Labor + [ ( Materials + Subcontracts ) x markup ] = amount of invoice
i get a lot less hassle.... and of course.... i own the liability for subcontracts and the materials... so risk = reward..
if the owner wants to hire his own subs... and buy his own materials .. what does he need me for ?Mike Smith Rhode Island : Design / Build / Repair / Restore
MikeSmith- you used the plumber analogy.. not a good or valid comparison..
you and i both know that a journeyman carpenter is a high value skill.. but there is no certification for that in our areas..

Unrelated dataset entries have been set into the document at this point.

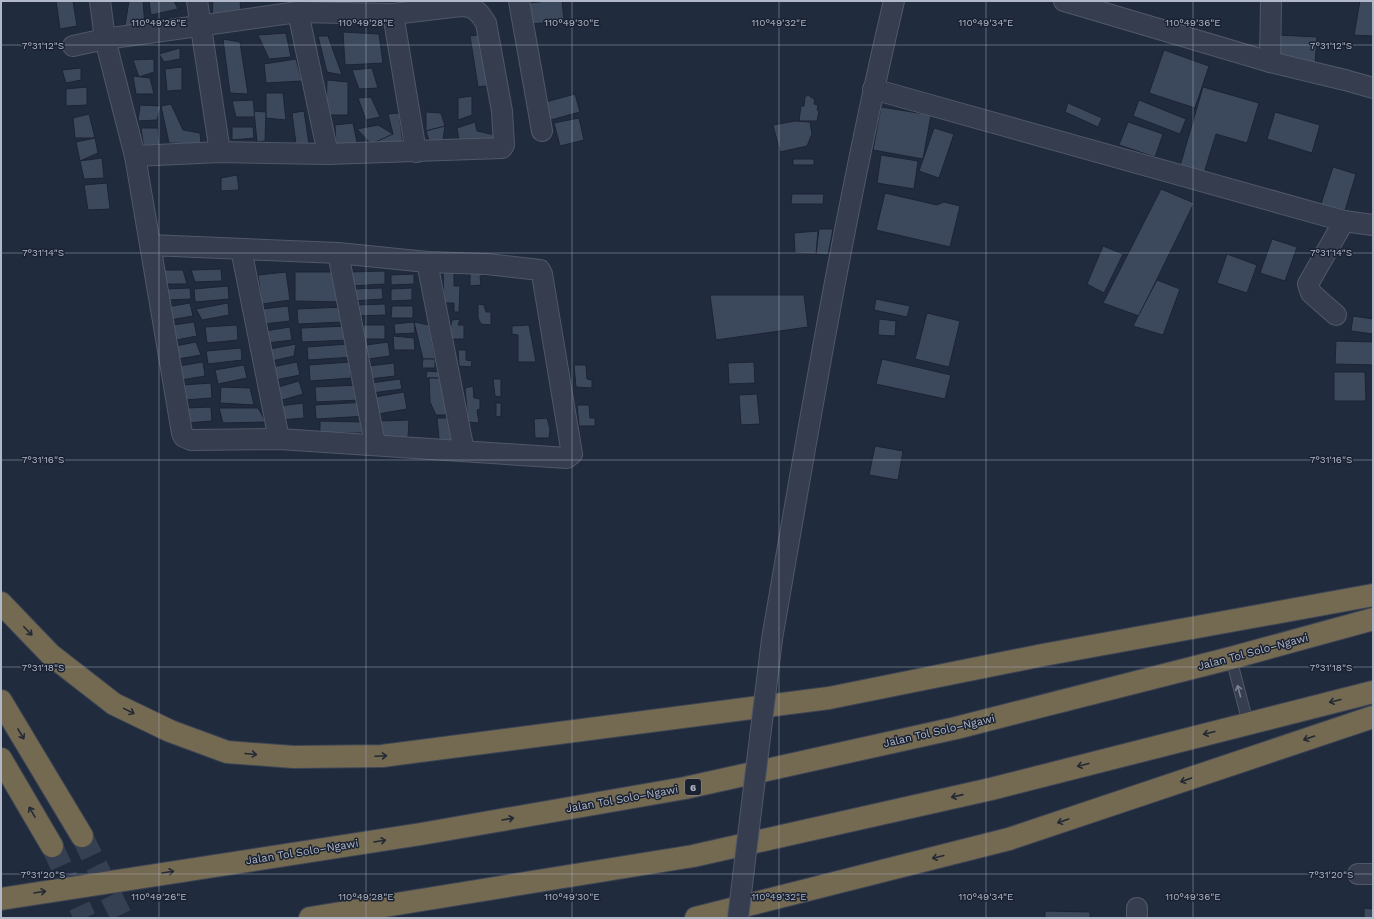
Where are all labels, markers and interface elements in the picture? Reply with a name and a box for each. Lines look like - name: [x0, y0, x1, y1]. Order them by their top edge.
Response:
- text: 110°49'26"E: [131, 17, 187, 28]
- text: 110°49'28"E: [338, 17, 394, 28]
- text: 110°49'30"E: [544, 17, 600, 28]
- text: 110°49'32"E: [751, 17, 807, 28]
- text: 110°49'34"E: [959, 17, 1013, 28]
- text: 110°49'36"E: [1165, 17, 1221, 28]
- text: 7°31'12"S: [22, 40, 64, 51]
- text: 7°31'12"S: [1310, 40, 1352, 51]
- text: 7°31'14"S: [22, 247, 64, 258]
- text: 7°31'14"S: [1310, 247, 1352, 258]
- text: 7°31'16"S: [22, 454, 64, 465]
- text: 7°31'16"S: [1310, 454, 1352, 465]
- one-way arrow: [23, 626, 33, 636]
- street label: Jalan Tol Solo–Ngawi: [1196, 631, 1310, 673]
- text: 7°31'18"S: [22, 662, 64, 673]
- text: 7°31'18"S: [1310, 662, 1352, 673]
- one-way arrow: [1235, 684, 1243, 697]
- one-way arrow: [1329, 698, 1342, 706]
- one-way arrow: [123, 708, 135, 715]
- street label: Jalan Tol Solo–Ngawi: [882, 712, 996, 750]
- one-way arrow: [17, 728, 25, 739]
- one-way arrow: [1203, 730, 1216, 737]
- one-way arrow: [1304, 735, 1316, 743]
- one-way arrow: [244, 750, 257, 757]
- one-way arrow: [374, 752, 387, 760]
- one-way arrow: [1077, 762, 1090, 769]
- one-way arrow: [1181, 776, 1193, 784]
- road number: 6: [685, 779, 701, 795]
- street label: Jalan Tol Solo–Ngawi: [565, 783, 679, 815]
- one-way arrow: [951, 793, 964, 801]
- one-way arrow: [28, 806, 36, 818]
- one-way arrow: [501, 815, 514, 823]
- one-way arrow: [1057, 818, 1070, 825]
- one-way arrow: [373, 836, 386, 844]
- street label: Jalan Tol Solo–Ngawi: [245, 837, 359, 867]
- one-way arrow: [932, 854, 945, 861]
- one-way arrow: [161, 868, 174, 876]
- text: 7°31'20"S: [21, 869, 65, 880]
- text: 7°31'20"S: [1309, 869, 1353, 880]
- one-way arrow: [33, 888, 46, 896]
- text: 110°49'26"E: [131, 891, 187, 902]
- text: 110°49'28"E: [338, 891, 394, 902]
- text: 110°49'30"E: [544, 891, 600, 902]
- text: 110°49'32"E: [751, 891, 807, 902]
- text: 110°49'34"E: [959, 891, 1013, 902]
- text: 110°49'36"E: [1165, 891, 1221, 902]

Your saying the the licensing certification that plumbers go through accounts for the cost difference which just isn't true. Having worked as a business consultant with a few plumbers now I've seen their books and the cost of certification is negligible when amortized. It might add Value which is something you can charge for but it doesn't add Cost which is something you have to charge for.
The reason plumbing contractors are getting their rate and carpentry contractors are not is perhaps three-fold.
A large percentage of plumbing contractors have historical been using Capacity (PROOF) Based Markup for longer than carpentry contractors or GCs have. Probably because they are in a service based business where they are not necessarily providing the materials.
Due to licensing and certification there is a higher bar for entry into the plumbing trade as a business owner so they are often more business savvy than a lot of the neophyte carpentry and GC contractors out there so they know what they have to charge based on their real numbers rather than on what they think or hear "the going rate" is.
They do a better job of selling the value proposition that the neophyte carpentry and GC contractors.
"as for marking up "materials & subs " in a T&M contract..
of course you should do it.. any contribution to overhead reduces the contribution you need to make from any other sector.."
But the problem with that thinking (which is the thinking behind the Estimated Total Volume Based Markup method) is that you can't really accurately predict how much materials and subs you will sell in a year where you can make reasonable predictions regarding you labor costs so basing any of your Overhead Recovery on something as uncertain as the sales of materials & subs introduces variability and risk. So why do it? Markup up materials and subs for Net Profit, not the recovery of the overhead segment of your Gross Profit. It's too risky and limiting.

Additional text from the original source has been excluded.